- **What you need to do**
Among the entries, find each line that includes the string "rows" and list it.

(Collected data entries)
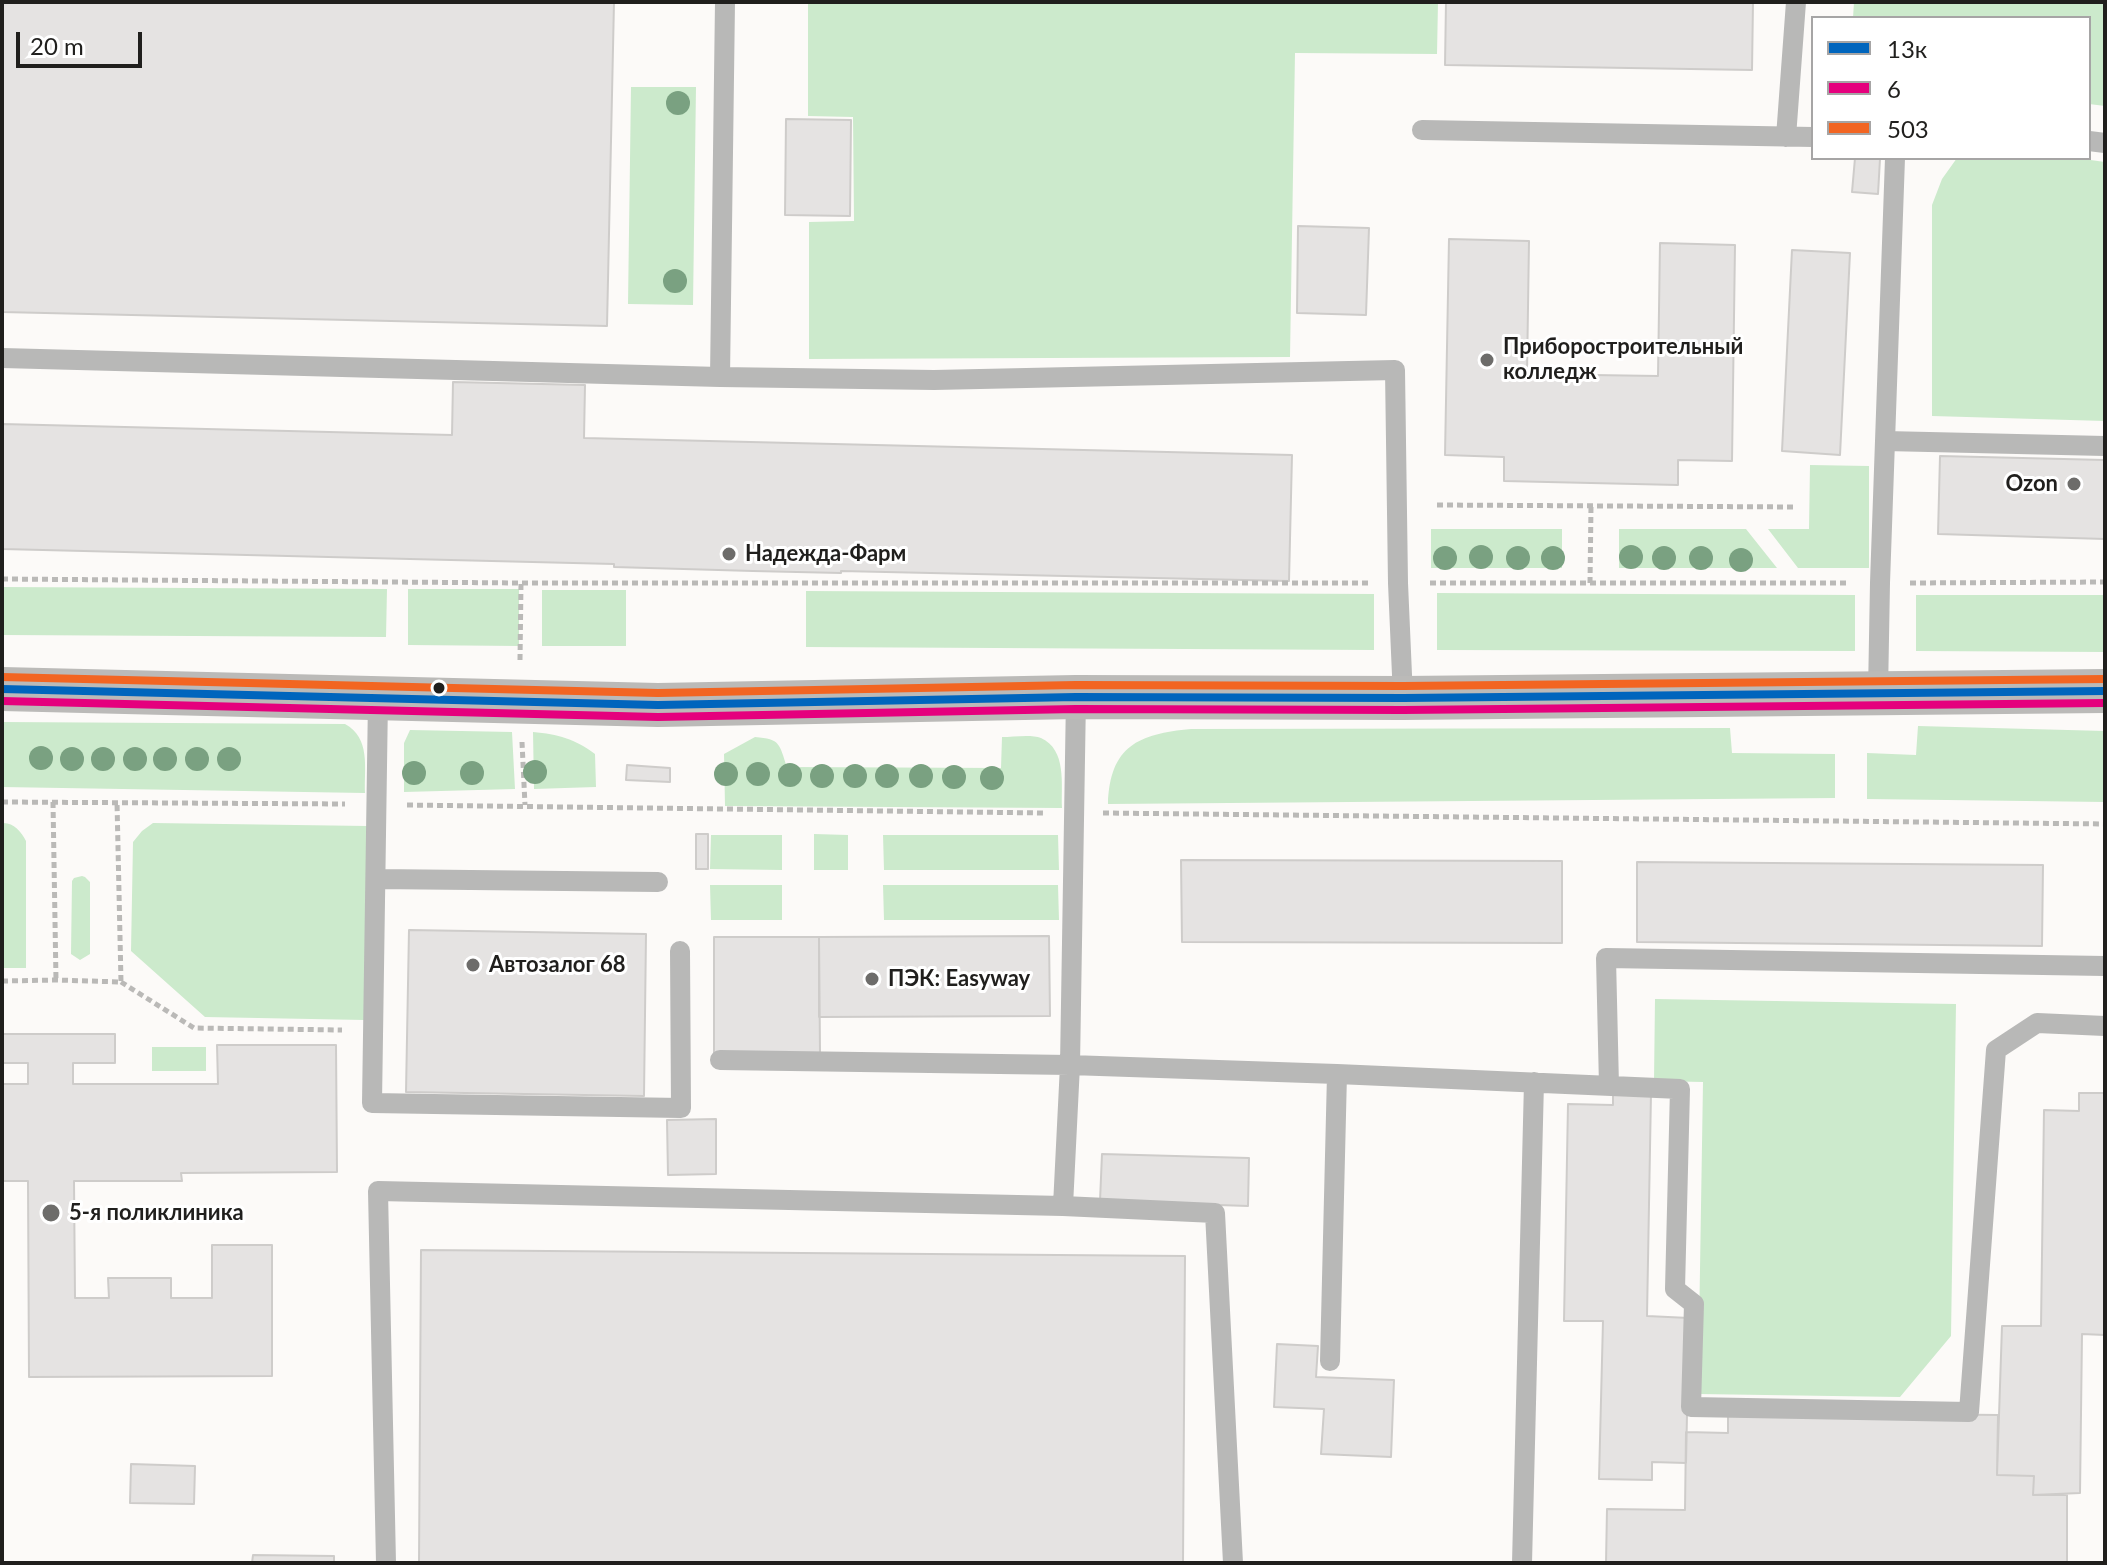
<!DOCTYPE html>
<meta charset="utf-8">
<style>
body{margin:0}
#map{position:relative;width:2107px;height:1565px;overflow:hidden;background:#fcfaf8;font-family:Lato,sans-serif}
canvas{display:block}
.frame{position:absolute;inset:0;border:4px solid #201f1d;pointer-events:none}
.legend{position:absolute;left:1811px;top:16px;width:280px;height:144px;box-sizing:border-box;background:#fff;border:2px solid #a6a5a5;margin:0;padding:10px 14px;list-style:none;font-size:24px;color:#201f1d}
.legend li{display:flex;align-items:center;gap:16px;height:40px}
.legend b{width:40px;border:2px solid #a6a5a5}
.scale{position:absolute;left:16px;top:32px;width:126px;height:36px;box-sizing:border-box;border:4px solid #201f1d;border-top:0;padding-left:10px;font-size:24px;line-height:28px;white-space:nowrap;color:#201f1d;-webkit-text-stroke:6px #fff;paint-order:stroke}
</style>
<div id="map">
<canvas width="2107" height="1565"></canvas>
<div class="frame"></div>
<ul class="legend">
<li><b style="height:10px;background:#0065bd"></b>13к</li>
<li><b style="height:10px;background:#e5007d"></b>6</li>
<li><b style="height:10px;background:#f26522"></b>503</li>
</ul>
<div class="scale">20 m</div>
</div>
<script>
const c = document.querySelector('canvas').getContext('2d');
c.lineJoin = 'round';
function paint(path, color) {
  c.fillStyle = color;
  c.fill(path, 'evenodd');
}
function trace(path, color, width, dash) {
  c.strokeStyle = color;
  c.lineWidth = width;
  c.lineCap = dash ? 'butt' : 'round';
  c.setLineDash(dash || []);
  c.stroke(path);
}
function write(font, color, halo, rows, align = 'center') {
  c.font = font + ' Lato,sans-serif';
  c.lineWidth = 6;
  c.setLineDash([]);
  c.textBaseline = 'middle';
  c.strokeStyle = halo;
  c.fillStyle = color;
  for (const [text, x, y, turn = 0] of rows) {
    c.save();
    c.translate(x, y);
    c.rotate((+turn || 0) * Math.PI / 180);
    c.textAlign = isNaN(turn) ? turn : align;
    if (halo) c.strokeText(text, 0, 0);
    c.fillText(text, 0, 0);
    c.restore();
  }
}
paint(new Path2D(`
 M808 2H1438L1437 54 1295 53 1290 357 809 359V222L854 221 853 117 808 116Z
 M1854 2H2105V106L2089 104V18H1853Z
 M631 87H696L693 305 628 304Z
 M1957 158H2076L2105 162V421L1932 416V205L1942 179Z
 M1810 465 1869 466V568H1798L1768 529H1809Z
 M1431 529H1562V568H1431Z
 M1619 529H1746L1777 568H1619Z
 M2 587 387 589 386 637 2 635Z
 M408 589H519V646L408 645Z
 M542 590H626V646H542Z
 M806 591 1374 594V650L806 647Z
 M1437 593 1855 595V651L1437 650Z
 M1916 595H2105V652L1916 651Z
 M2 722 345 724C371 738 364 768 365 793L2 787Z
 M1918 726 2105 731V802L1867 799V753L1916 755Z
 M1730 728 1732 753 1835 754V798L1108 804C1110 746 1138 734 1191 729Z
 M410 730 512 732 515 789 404 792V743Z
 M533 732C558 734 575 739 595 754L596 787 534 789Z
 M755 737C781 739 779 744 787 767L1001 768 1002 737C1013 737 1031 734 1041 738 1067 750 1061 784 1062 808L725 806 724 754Z
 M2 823C13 822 21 831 26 841V968H2Z
 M153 823 367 826 364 1020 205 1017 131 951 133 842 142 831Z
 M814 834 848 835V870H814Z
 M711 835H782V870L710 869Z
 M883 835H1058L1059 870H884Z
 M82 876 85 877 90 882V954L80 960 71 954 72 881 74 878Z
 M710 885H782V920H711Z
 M883 885H1058L1059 920H884Z
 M1655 999 1956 1004 1951 1336 1900 1397 1698 1394 1703 1082 1654 1081Z
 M152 1047H206V1071H152Z`), '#cceacc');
const building = new Path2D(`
 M2 2H614L607 326 2 312Z
 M1446 2H1753L1752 70 1445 65Z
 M786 119 851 120 850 216 785 215Z
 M1855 158 1880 159 1878 194 1852 192Z
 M1298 226 1369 228 1366 315 1297 313Z
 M1449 239 1529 241 1527 374 1658 376 1660 243 1735 245 1732 461 1678 460V485L1504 481V457L1445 455Z
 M1792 250 1850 253 1840 455 1782 451Z
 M453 382 585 385 584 438 1292 455 1289 581 841 571V573L753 571 614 567V564L2 549V424L452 435Z
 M1940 456 2105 460V539L1938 534Z
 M627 765 670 768V782L626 780Z
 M696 834H708V869H696Z
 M1181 860 1562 861V943L1182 942Z
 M1637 862 2043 865 2042 946 1637 942Z
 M409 930 646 934 644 1096 406 1092Z
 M1049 936 1050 1016 819 1017V937Z
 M714 937H819L820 1053 714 1054Z
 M2 1034H115V1063H73V1084H218L217 1045H336L337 1172 181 1173 182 1181H74L75 1298H109L108 1278H171V1298H212V1245H272V1376L29 1377 28 1181H2V1084H28V1063H2Z
 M1613 1092 1651 1093 1647 1316 1689 1318 1686 1463 1652 1462V1480L1599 1479 1603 1321H1564L1568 1104 1613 1105Z
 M2079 1093H2105V1335L2082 1334 2080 1493 2033 1495 2034 1476 1997 1475 2002 1326H2041L2044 1110 2079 1111Z
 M716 1119V1174L668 1175 667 1120Z
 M1102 1154 1249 1158 1248 1206 1100 1201Z
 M421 1250 1185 1256 1183 1563H419Z
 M1277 1344 1318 1346 1316 1377 1394 1380 1391 1457 1321 1454 1324 1409 1274 1407Z
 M1728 1412 1998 1415 1997 1475 2034 1476 2033 1495H2067V1563H1606L1607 1509 1685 1510 1686 1432 1728 1433Z
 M131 1464 195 1466 194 1504 130 1503Z
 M253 1555 334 1556V1563H252Z`);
paint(building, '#e5e3e2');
trace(building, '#ceccca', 2);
trace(new Path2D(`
 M1437 505 1796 507
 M2 579 521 583H1368
 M1430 583H1848
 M1590 583 1591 506
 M1910 583 2105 582
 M520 660 521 583
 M522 742 525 805
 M2 802 345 804
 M53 802 56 980
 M407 805 1045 813
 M1103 813 2105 824
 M2 981 56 980 121 982 117 802
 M121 982 194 1028 342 1030`), '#bab9b7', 5, [6, 4]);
trace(new Path2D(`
 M1422 130 1813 137
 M1786 137 1796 2
 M2089 141 2105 143
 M2 358 720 377 934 380 1395 370 1398 583 1403 698
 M720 377 725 2
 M1885 441 2105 446
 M1878 693 1880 583 1895 158
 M378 699 372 1103 681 1108 680 951
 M377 879 658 882
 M720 1060 1070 1065 1337 1074 1680 1089 1675 1289 1694 1304 1691 1407 1969 1412 1996 1050 2037 1023 2105 1026
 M1609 1086 1606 958 2105 966
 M1063 1206 1215 1213 1233 1563
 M1330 1361 1337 1074
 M386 1563 378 1191 1063 1206 1070 1065 1076 697
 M1522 1563 1534 1082`), '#b8b8b7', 20);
trace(new Path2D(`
 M2 689 658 705 1076 697 1403 698 2105 691`), '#bbbab8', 44);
trace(new Path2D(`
 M2 689 658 705 1076 697 1403 698 2105 691`), '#0065bd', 8);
trace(new Path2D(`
 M2 701 658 717 1076 709 1403 710 2105 703`), '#e5007d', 8);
trace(new Path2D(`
 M2 677 658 693 1076 685 1403 686 2105 679`), '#f26522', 8);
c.fillStyle = '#7aa181';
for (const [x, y] of [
 [678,103],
 [675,281],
 [1481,557],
 [1631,557],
 [1445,558],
 [1518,558],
 [1553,558],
 [1664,558],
 [1701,558],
 [1741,560],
 [41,758],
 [72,759],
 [103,759],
 [135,759],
 [165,759],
 [197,759],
 [229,759],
 [535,772],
 [414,773],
 [472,773],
 [726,774],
 [758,774],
 [790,775],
 [822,776],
 [855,776],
 [887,776],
 [921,776],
 [954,777],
 [992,778]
]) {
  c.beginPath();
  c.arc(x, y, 12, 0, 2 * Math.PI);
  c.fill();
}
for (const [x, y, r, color] of [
 [1487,360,8,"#6d6c6a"],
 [2074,484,8,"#6d6c6a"],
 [729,554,8,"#6d6c6a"],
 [439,688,7,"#201f1d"],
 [473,965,8,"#6d6c6a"],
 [872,979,8,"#6d6c6a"],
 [51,1213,10,"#6d6c6a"]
]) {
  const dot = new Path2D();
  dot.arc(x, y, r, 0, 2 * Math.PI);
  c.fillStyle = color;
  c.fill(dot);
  trace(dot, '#fff', 3);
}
write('bold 22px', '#201f1d', '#fff', [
 ["Приборостроительный",1503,347],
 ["колледж",1503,372],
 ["Ozon",2058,484,"right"],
 ["Надежда-Фарм",745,554],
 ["Автозалог 68",489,965],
 ["ПЭК: Easyway",888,979],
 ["5-я поликлиника",69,1213]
], 'left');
</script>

- **Problem solution**
function write(font, color, halo, rows, align = 'center') {
  for (const [text, x, y, turn = 0] of rows) {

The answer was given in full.